3. Curate by keyword/theme matching across at least:
   - `name`
   - `description`
   - `category`
   - `organization`
4. Tag each curated row with:
   - `matchedThemes` (for example `water`, `permits`, `infrastructure`)
   - `matchReasons` as `field:keyword` strings for auditability
5. Add a separate refresh script (`refresh:city-open-data-curated`) so the curation step is reproducible and can evolve independently from raw catalog ingest.

Use this as a triage layer, not a truth layer:
- it is meant to shrink thousands of portal entries into a shortlist for follow-on ingestion;
- expect noisy matches, especially from generic words like `utilities`, `repair`, or `permit`;
- tests should assert theme presence and representative reasons, not brittle exact full reason arrays unless the classifier is intentionally fixed.

### Permit-lane lesson

For a stable Texas-wide pending-permits page, prefer the Socrata permit inventory first:
- dataset: `7fq8-wig2`
- useful fields: `permit_number`, `authorization_type`, `authorization_status`, `permittee_name`, `facility_county`, `nearest_city`, `latitude`, `longitude`
- statewide status counts can be pulled with grouped Socrata queries (`$select=authorization_status, count(*) as c` + `$group=authorization_status`)
- the pending-only roster can be pulled with `$where=authorization_status='PENDING'`

Do **not** start the first pending-permits UI from CID Search One if the goal is a reliable statewide tracker. CID is better treated as a secondary procedural lane because Search One is operationally fragile here. Use CID later for docket/protest overlays and caveat it clearly.
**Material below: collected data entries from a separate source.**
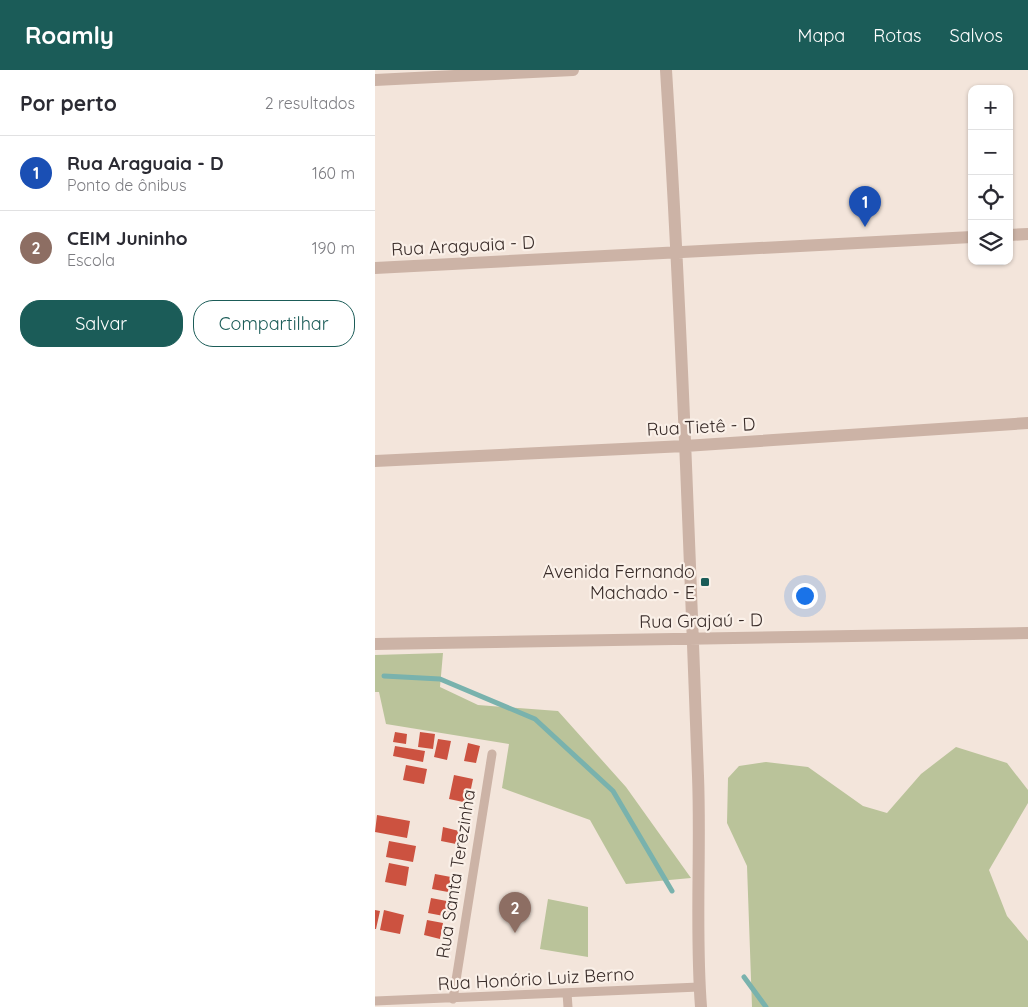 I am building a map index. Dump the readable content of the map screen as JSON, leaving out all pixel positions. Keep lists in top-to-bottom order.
{
  "streets": {
    "street": ["Rua Araguaia - D", "Rua Tietê - D", "Rua Grajaú - D"],
    "lane": ["Rua Santa Terezinha", "Rua Honório Luiz Berno"]
  },
  "crossings": [
    ["Rua Santa Terezinha", "Rua Honório Luiz Berno"]
  ],
  "places": {
    "transit": ["Avenida Fernando Machado - E"]
  },
  "page": {
    "header": "Roamly",
    "nav": ["Mapa", "Rotas", "Salvos"],
    "heading": ["Por perto", "2 resultados"],
    "map_buttons": ["+", "−"],
    "list": [
      {
        "mark": "1",
        "name": "Rua Araguaia - D",
        "note": "Ponto de ônibus",
        "value": "160 m"
      },
      {
        "mark": "2",
        "name": "CEIM Juninho",
        "note": "Escola",
        "value": "190 m"
      }
    ],
    "pins": ["1", "2"],
    "buttons": ["Salvar", "Compartilhar"]
  }
} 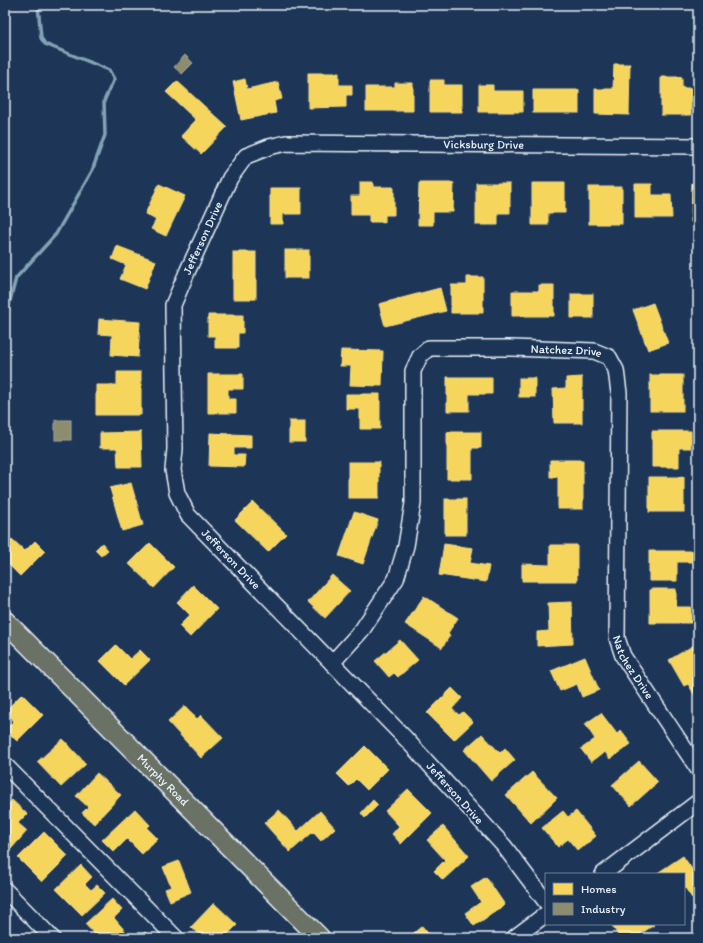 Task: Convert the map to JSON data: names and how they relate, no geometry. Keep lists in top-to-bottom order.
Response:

### City open-data ranking lesson

After the curated snapshot exists, add a third ranked snapshot instead of hand-picking rows ad hoc.

### Permit county-map backing lesson

When the user asks to "back" a county visualization before true polygon geometry exists, use the existing Texas county centroids to ship an honest interim map fast.

Recommended pattern for `/permits`-style pages:
1. Keep the page data loader simple (`getTceqPendingPermitsPageData`) and derive map rows separately.
2. Add a deterministic county aggregator in the data module that combines:
   - pending permit counts by county
   - CID open-case counts by county
   - hearing/public-meeting counts by county
3. Normalize county names with `normalizeCountyName()` and emit `slug` via `countySlug()` so the map joins directly against `TEXAS_COUNTY_CENTROIDS`.
4. In the page layer, project centroid lat/lon into a fixed SVG viewport with the same lightweight projection used on `/water`:
   - hard-coded Texas lat/lon bounds
   - `projectPoint()` + `clamp()` helpers
5. Render county-centroid tiles, not pretend polygons:
   - color band by permit count
   - hatch overlay when CID procedural pressure exists
   - include a title/tooltip string per county tile
6. Test both layers:
   - data test for county aggregation shape/order
   - page render test for presence of the map section and county tile markers (for example `data-county-map-tile="travis-county"`)

Important caveats:
- call it a projected county-centroid or county-tile map, not a full choropleth;
- use real county geometry later when available, but do not block shipping on that dependency;
- if build/test suddenly fail after rebasing because other work landed new dependencies, run `npm install` before treating it as a code bug.

Recommended pattern:
1. Keep three layers:
   - raw catalog: `public/cache/city-open-data-tx.json`
   - curated theme filter: `public/cache/city-open-data-curated-tx.json`
   - ranked ingest shortlist: `public/cache/city-open-data-ranked-tx.json`
2. Score curated rows into explicit Atlas lanes:
   - `water-utility-ops`
   - `flood-drainage`
   - `building-development-permits`
   - `sewer-wastewater`
   - `infrastructure-projects`
   - `deprioritized`
3. Use heuristic scoring from multiple signals, not theme labels alone:
   - positive signals: `water main`, `stormwater`, `drainage`, `outfall`, `permit`, `inspection`, `public works`, `capital project`
   - operational asset bonus for `assetType=dataset`
   - downrankers for noisy catalog artifacts like `measure`, `rating`, and `green building`
4. Persist per-row auditability:
   - `priorityLane`
   - `priorityScore`
   - `priorityReasons`
5. Emit a shortlist in the ranked snapshot (for example `priorityTop25`) so downstream Atlas planning can consume the queue directly.

Important findings:
- broad curated keywords massively over-match utility-adjacent Austin Energy content; ranking is the cleanup layer.
- theme-filtered rows should still be retained in the ranked snapshot even when deprioritized, so analysts can inspect what got pushed down.
- tests for ranking should assert lane assignment, relative ordering, and shortlist membership — not brittle exact top-1 expectations when several rows can land on similar scores.

Discovery-only initially:
- TWDB flood planning page
- TWDB GIS data page
- TCEQ GIS hub
- National Levee Database

## Scrape-planner lane (schema/hierarchy first)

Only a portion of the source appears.